• [Task description] In the listing below, find each line holding "fillStyle" and copy it.
:: Extracted material
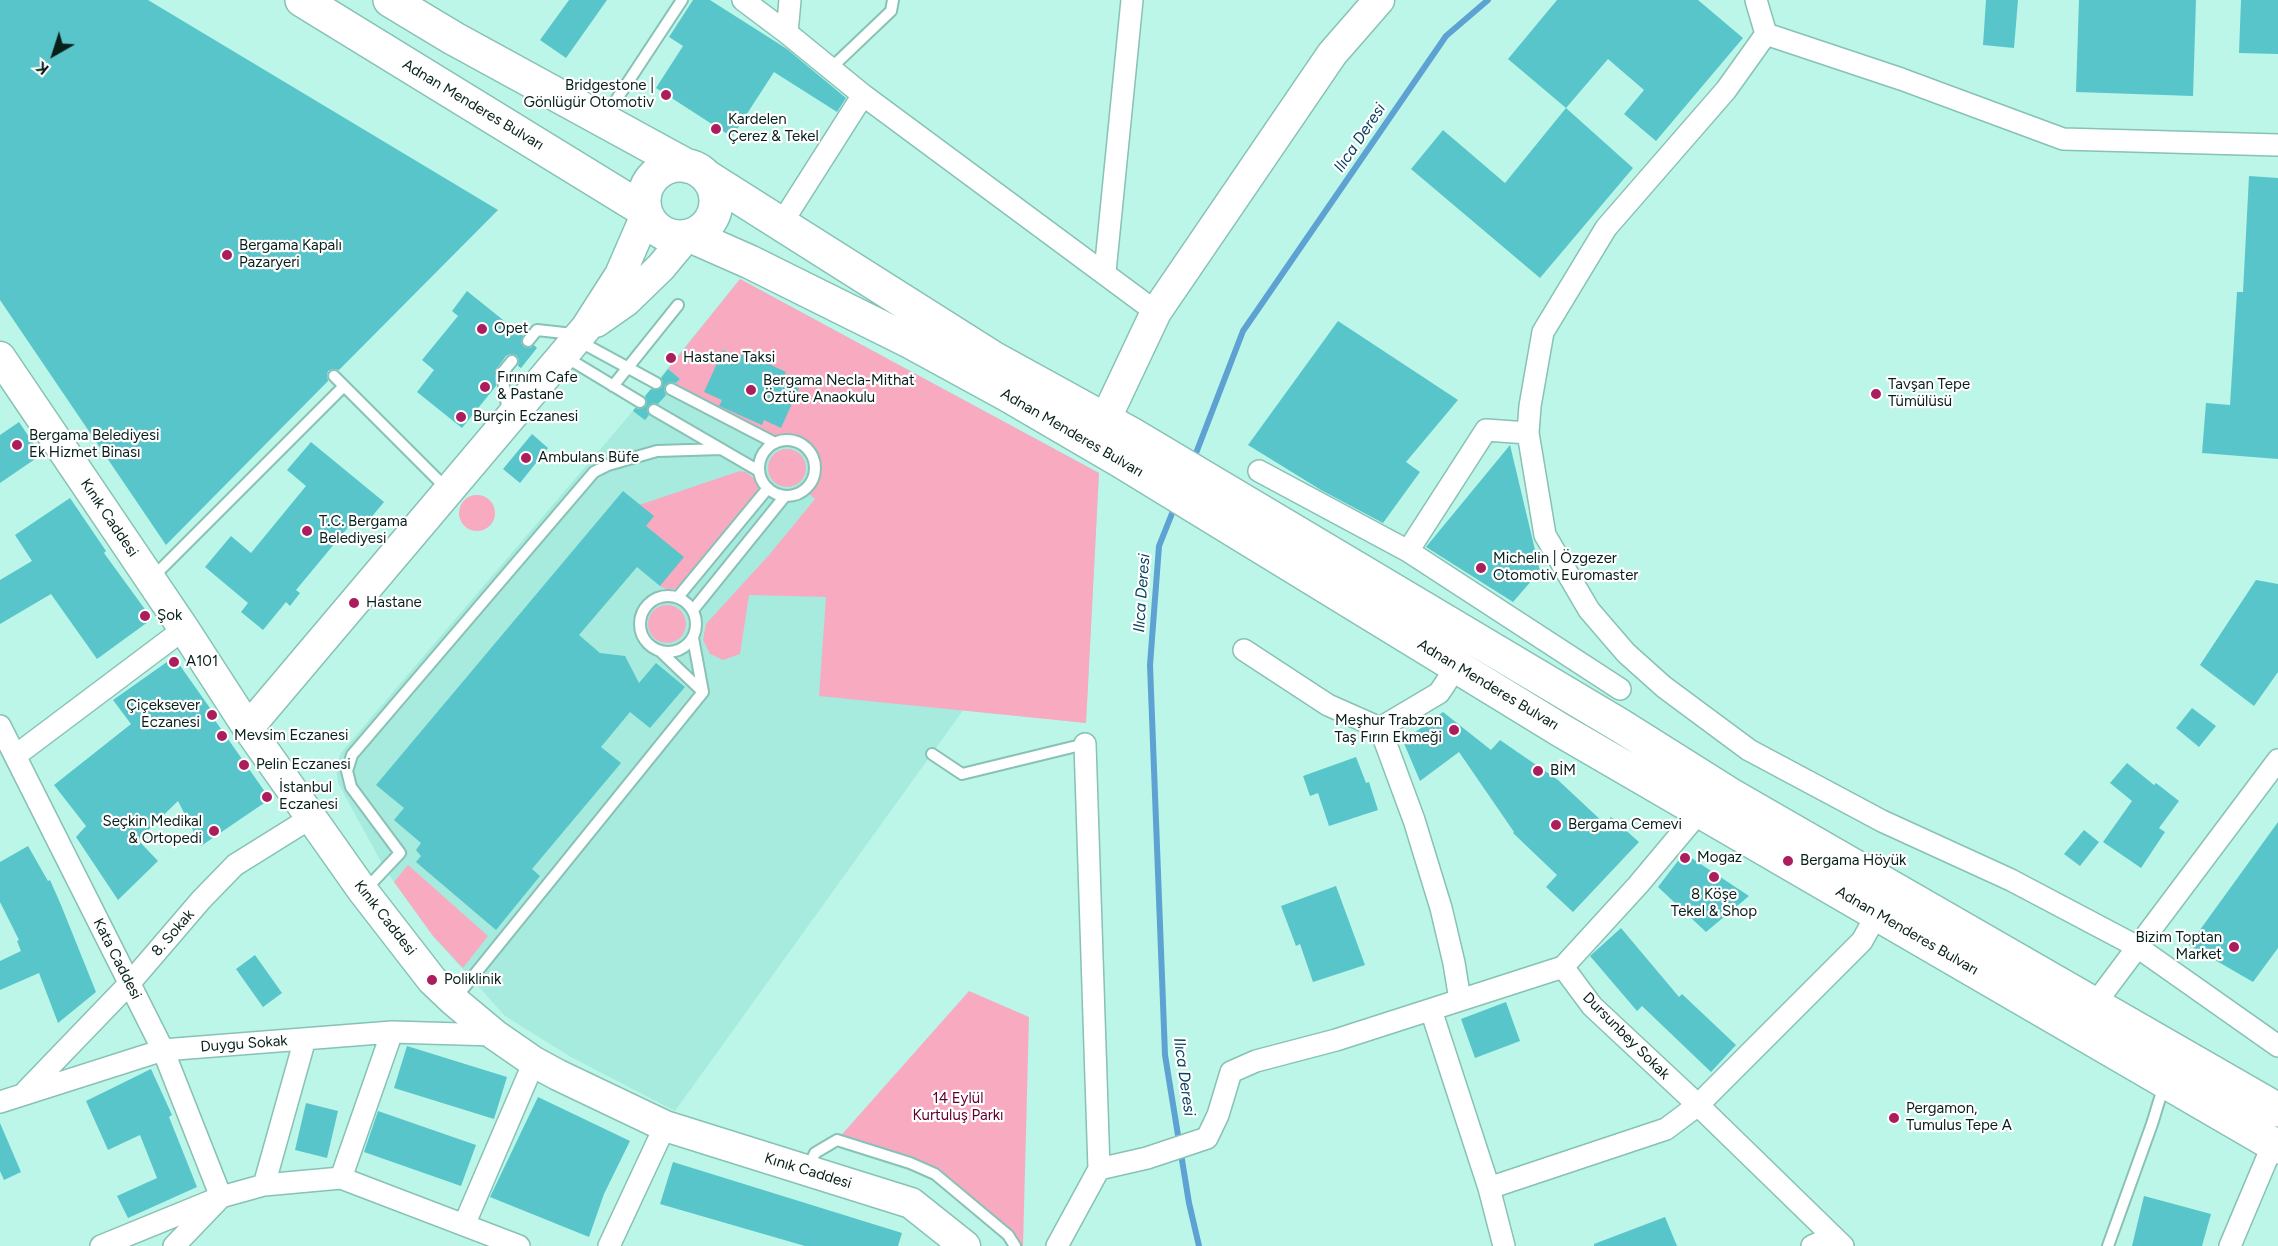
<!DOCTYPE html>
<meta charset="utf-8">
<style>
body{margin:0}
#map{position:relative;width:2278px;height:1246px;overflow:hidden;background:#bbf6e9;font-family:Figtree,sans-serif}
canvas{display:block}
.north{position:absolute;left:24px;top:24px;width:60px;height:60px;-webkit-text-stroke:4px #fff;paint-order:stroke;rotate:219deg;font-size:16px;font-weight:700;line-height:24px;text-align:center;color:#08201c}
.north::after{content:'';display:block;margin:auto;width:21px;height:27px;background:#08201c;clip-path:polygon(50% 0,100% 100%,50% 72%,0 100%)}
</style>
<div id="map">
<canvas width="2278" height="1246"></canvas>
<div class="north">K</div>
</div>
<script>
const c = document.querySelector('canvas').getContext('2d');
c.lineJoin = 'round';
function fill(path, color) { c.fillStyle = color; c.fill(path, 'evenodd'); }
const toPath = rows => new Path2D(rows.map(r => 'M' + r).join(''));
function trace(path, color, width, dash) { c.strokeStyle = color; c.lineWidth = width; c.lineCap = dash ? 'butt' : 'round'; c.setLineDash(dash || []); c.stroke(path); }
function write(font, color, halo, rows, align = 'center') {
  c.font = font + ' Figtree,sans-serif'; c.lineWidth = 4.5; c.setLineDash([]); c.textBaseline = 'middle'; c.strokeStyle = halo; c.fillStyle = color; for (const [text, x, y, turn = 0] of rows) {
    c.save(); c.translate(x, y); c.rotate((+turn || 0) * Math.PI / 180); c.textAlign = isNaN(turn) ? turn : align; if (halo) c.strokeText(text, 0, 0); c.fillText(text, 0, 0); c.restore();
  }
}
fill(toPath([
 [740,279,1099,473,1086,723,964,709,675,1111,571,1057,505,1016,433,936,385,869,338,783,336,766,341,753,627,418]
]), '#a6ebdd');
fill(toPath([
 [740,279,1099,473,1086,723,819,696,826,597,749,595,740,654,723,660,710,654,703,640,706,624,769,555,815,499,805,490,814,476,815,466,808,450,801,444,784,440,775,443,671,389,680,379,668,369],
 '768 468a19 19 0 1 1 38 0a19 19 0 1 1-38 0Z',
 [740,471,746,472,756,480,759,492,680,589,666,589,660,586,639,505],
 '459 513a18 18 0 1 1 36 0a18 18 0 1 1-36 0Z',
 '648 624a19 19 0 1 1 38 0a19 19 0 1 1-38 0Z',
 [408,865,488,936,463,968,433,936,394,882],
 [969,991,1029,1017,1023,1246,1015,1246,935,1174,837,1140]
]), '#f8aac1');
trace(toPath([
 [1193,461,1243,331,1446,36,1488,0],
 [1175,506,1159,546,1150,665,1165,1055,1189,1203,1199,1246]
]), '#5da2d2', 6);
fill(toPath([
 [0,0,148,0,498,210,339,370,333,369,328,371,327,375,328,381,166,545,0,300],
 [569,0,607,0,566,58,540,40],
 [693,0,710,0,787,49,846,98,837,112,774,72,732,137,656,88,683,46,669,37],
 [1557,0,1698,0,1743,38,1656,141,1624,114,1644,90,1608,59,1566,108,1508,59],
 [1986,0,2018,0,2014,48,1983,45],
 [2079,0,2196,0,2193,96,2076,92],
 [2241,0,2278,0,2278,54,2239,53],
 [1566,108,1633,168,1540,278,1411,169,1443,130,1505,183],
 [2249,176,2278,178,2278,459,2202,453,2206,403,2230,405,2237,292,2243,292],
 [467,291,523,336,521,343,524,347,530,348,534,345,537,348,521,368,518,366,519,359,516,355,510,354,506,356,495,371,496,386,462,428,417,392,434,370,422,360,458,316,452,311],
 [1338,321,1458,400,1406,462,1420,472,1383,523,1321,490,1248,445],
 [723,350,740,358,743,352,786,372,782,380,799,388,781,428,764,420,762,425,726,409,719,406,722,400,704,392],
 [668,369,680,379,676,383,670,382,665,385,664,390,666,395,658,404,653,403,648,406,647,411,649,415,645,420,633,411,635,408,640,409,646,406,647,402,645,396,651,389,657,390,662,387,663,382,661,378],
 [19,422,41,455,0,483,0,435],
 [532,434,548,448,520,483,503,469],
 [311,442,384,502,364,526,355,519,296,590,300,593,290,606,286,602,263,630,241,612,248,603,205,567,231,536,251,553,306,486,287,470],
 [1510,445,1540,571,1513,602,1426,547],
 [623,491,654,516,646,526,684,557,660,586,637,567,579,635,600,653,625,656,639,683,656,663,685,687,650,728,630,712,601,747,621,763,532,869,540,876,496,930,416,862,421,856,416,850,421,843,394,820,404,808,376,785],
 [70,498,106,551,104,553,152,619,97,659,51,594,0,624,0,580,32,561,15,535],
 [2256,580,2278,584,2278,672,2254,706,2200,665],
 [174,657,217,718,214,719,270,799,201,846,178,801,138,840,158,861,118,900,76,837,86,826,54,785,131,724,113,700],
 [2192,708,2216,726,2199,747,2176,728],
 [1443,712,1491,750,1500,740,1558,780,1605,824,1611,817,1639,842,1573,912,1546,887,1557,875,1513,833,1514,832,1459,752,1420,781,1403,741],
 [1356,757,1366,783,1369,782,1378,810,1329,826,1318,793,1310,796,1303,776],
 [2127,763,2154,785,2156,783,2179,801,2159,828,2165,832,2141,868,2103,842,2132,801,2110,783],
 [2278,822,2278,948,2253,982,2189,945],
 [2084,830,2099,842,2080,866,2064,854],
 [28,846,48,881,50,880,61,905,96,992,58,1023,39,973,0,990,0,961,21,951,17,941,19,940,0,902,0,862],
 [1684,853,1749,896,1706,932,1658,887],
 [1336,886,1365,965,1313,982,1300,944,1296,946,1281,906],
 [1621,928,1679,997,1682,994,1736,1045,1711,1072,1642,1006,1637,1011,1590,956],
 [255,955,282,993,263,1007,236,969],
 [1506,1002,1520,1041,1475,1058,1461,1019],
 [407,1046,507,1077,494,1119,394,1088],
 [151,1069,172,1115,169,1117,197,1187,128,1218,117,1196,157,1178,140,1135,108,1150,86,1101],
 [538,1097,630,1141,604,1194,589,1237,490,1197],
 [306,1103,338,1111,327,1158,295,1150],
 [378,1111,476,1145,461,1186,364,1152],
 [0,1123,21,1172,4,1180,0,1171],
 [673,1162,902,1233,898,1246,805,1246,660,1204],
 [2144,1196,2211,1214,2202,1246,2132,1246],
 [1665,1217,1677,1246,1594,1246,1594,1244]
]), '#58c5cb');
const lane = toPath([
 [831,68,891,11,893,0],
 [605,117,682,0],
 [528,341,537,330,564,333,656,383],
 [564,356,640,402],
 [334,376,447,489],
 [613,386,678,305],
 [671,389,775,443],
 [654,410,759,471],
 [508,413,502,373,512,361],
 '759 468a28 28 0 1 1 56 0a28 28 0 1 1-56 0Z',
 [151,579,344,386],
 '640 624a28 28 0 1 1 56 0a28 28 0 1 1-56 0Z',
 [678,597,768,488],
 [693,610,785,496],
 [660,651,703,692,693,638],
 [932,754,962,774,1085,744],
 [366,889,400,853,351,787,347,771,352,755,594,472,608,465,657,451,721,449],
 [454,1000,703,692],
 [808,1168,815,1153,837,1140,910,1163,935,1174,1008,1235,1015,1246],
 [2108,1246,2152,1124,2164,1085]
]);
const street = toPath([
 [743,0,787,33],
 [790,0,787,33,863,95],
 [1756,0,1766,34],
 [2278,145,2063,139,1901,79,1766,34,1726,90,1606,228,1543,332,1530,406,1528,433,1545,535,1589,610,1626,653,1664,687,1749,750,1882,821,2011,880,2136,946,2278,1046],
 [781,224,863,95,1156,312],
 [1105,272,1132,0],
 [1259,471,1408,551,1620,689],
 [1408,551,1486,430,1528,433],
 [1244,650,1328,705,1380,728,1414,820,1441,908,1454,963,1460,1000],
 [0,726,163,1050,221,1197,174,1246],
 [1380,728,1439,693,1457,666],
 [15,756,184,629],
 [1700,811,1638,885,1563,967,1592,1006,1698,1105,1843,1246],
 [2094,1005,2278,760],
 [1431,1010,1489,1188,1504,1246],
 [26,1091,129,984,201,900,235,865,312,817],
 [0,1102,163,1050,392,1032,495,1035],
 [1099,1169,1147,1158,1207,1138,1218,1115,1231,1072,1256,1061,1336,1040,1563,967],
 [341,1178,392,1032],
 [264,1185,305,1039],
 [1489,1188,1666,1129,1698,1105,1862,941,1877,914],
 [464,1225,534,1062],
 [101,1246,221,1197,264,1185,341,1178,519,1246],
 [609,1246,665,1126],
 [1057,1246,1099,1169,1085,744],
 [1812,1246,1832,1237],
 [2230,1246,2273,1144]
]);
const secondary = toPath([
 [596,322,626,301,661,267,686,237],
 [0,357,184,629,248,728,363,891,432,980,453,1000,495,1035,534,1062,558,1075,665,1126,911,1203,965,1246],
 [1105,420,1156,312,1332,54,1379,0],
 [248,728,586,328,620,275,646,215]
]);
const primary = toPath([
 [302,0,644,210],
 [390,0,453,38,687,166],
 '644 201a36 36 0 1 1 72 0a36 36 0 1 1-72 0Z',
 [707,177,993,358,1131,434,1621,726,1729,794,2278,1110],
 [691,236,750,262,911,342,1008,395,1121,461,1562,731,2278,1147]
]);
trace(lane, '#88c1b6', 14);
trace(street, '#88c1b6', 24);
trace(secondary, '#88c1b6', 33);
trace(primary, '#88c1b6', 36);
trace(lane, '#fff', 10);
trace(street, '#fff', 21);
trace(secondary, '#fff', 30);
trace(primary, '#fff', 33);
for (const [x, y, r, color] of [
 [666,95,6,"#ab1d5c"],
 [716,129,6,"#ab1d5c"],
 [227,255,6,"#ab1d5c"],
 [482,329,6,"#ab1d5c"],
 [671,358,6,"#ab1d5c"],
 [485,387,6,"#ab1d5c"],
 [751,390,6,"#ab1d5c"],
 [1876,394,6,"#ab1d5c"],
 [461,417,6,"#ab1d5c"],
 [17,445,6,"#ab1d5c"],
 [526,458,6,"#ab1d5c"],
 [307,531,6,"#ab1d5c"],
 [1481,568,6,"#ab1d5c"],
 [354,603,6,"#ab1d5c"],
 [145,616,6,"#ab1d5c"],
 [174,662,6,"#ab1d5c"],
 [212,715,6,"#ab1d5c"],
 [1454,730,6,"#ab1d5c"],
 [222,736,6,"#ab1d5c"],
 [244,765,6,"#ab1d5c"],
 [1538,771,6,"#ab1d5c"],
 [267,797,6,"#ab1d5c"],
 [1556,825,6,"#ab1d5c"],
 [214,831,6,"#ab1d5c"],
 [1685,858,6,"#ab1d5c"],
 [1788,861,6,"#ab1d5c"],
 [1714,877,6,"#ab1d5c"],
 [2234,947,6,"#ab1d5c"],
 [432,980,6,"#ab1d5c"],
 [1894,1118,6,"#ab1d5c"]
]) { const dot = new Path2D(); dot.arc(x, y, r, 0, 2 * Math.PI); c.fillStyle = color; c.fill(dot); trace(dot, '#fff', 2); }
write('15px', '#08201c', '#fff', [
 ["Bridgestone |",654,86,"right"],
 ["Gönlügür Otomotiv",654,103,"right"],
 ["Kardelen",728,120],
 ["Çerez & Tekel",728,137],
 ["Bergama Kapalı",239,246],
 ["Pazaryeri",239,263],
 ["Opet",494,329],
 ["Hastane Taksi",683,358],
 ["Fırınım Cafe",497,378],
 ["& Pastane",497,395],
 ["Bergama Necla-Mithat",763,381],
 ["Öztüre Anaokulu",763,398],
 ["Tavşan Tepe",1888,385],
 ["Tümülüsü",1888,402],
 ["Burçin Eczanesi",473,417],
 ["Bergama Belediyesi",29,436],
 ["Ek Hizmet Binası",29,453],
 ["Ambulans Büfe",538,458],
 ["T.C. Bergama",319,522],
 ["Belediyesi",319,539],
 ["Michelin | Özgezer",1493,559],
 ["Otomotiv Euromaster",1493,576],
 ["Hastane",366,603],
 ["Şok",157,616],
 ["A101",186,662],
 ["Çiçeksever",200,706,"right"],
 ["Eczanesi",200,723,"right"],
 ["Meşhur Trabzon",1442,721,"right"],
 ["Taş Fırın Ekmeği",1442,738,"right"],
 ["Mevsim Eczanesi",234,736],
 ["Pelin Eczanesi",256,765],
 ["BİM",1550,771],
 ["İstanbul",279,788],
 ["Eczanesi",279,805],
 ["Seçkin Medikal",202,822,"right"],
 ["& Ortopedi",202,839,"right"],
 ["Bergama Cemevi",1568,825],
 ["Mogaz",1697,858],
 ["Bergama Höyük",1800,861],
 ["8 Köşe",1714,895,"center"],
 ["Tekel & Shop",1714,912,"center"],
 ["Bizim Toptan",2222,938,"right"],
 ["Market",2222,955,"right"],
 ["Poliklinik",444,980],
 ["Pergamon,",1906,1109],
 ["Tumulus Tepe A",1906,1126]
], 'left');
write('15px', '#08201c', '#fff', [
 ["Adnan Menderes Bulvarı",473,105,31],
 ["Adnan Menderes Bulvarı",1072,433,30],
 ["Kınık Caddesi",109,518,56],
 ["Adnan Menderes Bulvarı",1488,685,31],
 ["Kınık Caddesi",385,918,52],
 ["Adnan Menderes Bulvarı",1907,931,30],
 ["8. Sokak",173,933,-49],
 ["Kata Caddesi",117,959,63],
 ["Dursunbey Sokak",1626,1036,45],
 ["Duygu Sokak",244,1044,-4],
 ["Kınık Caddesi",808,1171,17]
]);
write('15px', '#61002f', '#fff', [
 ["14 Eylül",958,1099],
 ["Kurtuluş Parkı",958,1116]
]);
write('italic 16px', '#084161', '#fff', [
 ["Ilıca Deresi",1360,138,-56],
 ["Ilıca Deresi",1142,593,-86],
 ["Ilıca Deresi",1184,1077,82]
]);
</script>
::::
• [Solution to this task]
function fill(path, color) { c.fillStyle = color; c.fill(path, 'evenodd'); }
  c.font = font + ' Figtree,sans-serif'; c.lineWidth = 4.5; c.setLineDash([]); c.textBaseline = 'middle'; c.strokeStyle = halo; c.fillStyle = color; for (const [text, x, y, turn = 0] of rows) {
]) { const dot = new Path2D(); dot.arc(x, y, r, 0, 2 * Math.PI); c.fillStyle = color; c.fill(dot); trace(dot, '#fff', 2); }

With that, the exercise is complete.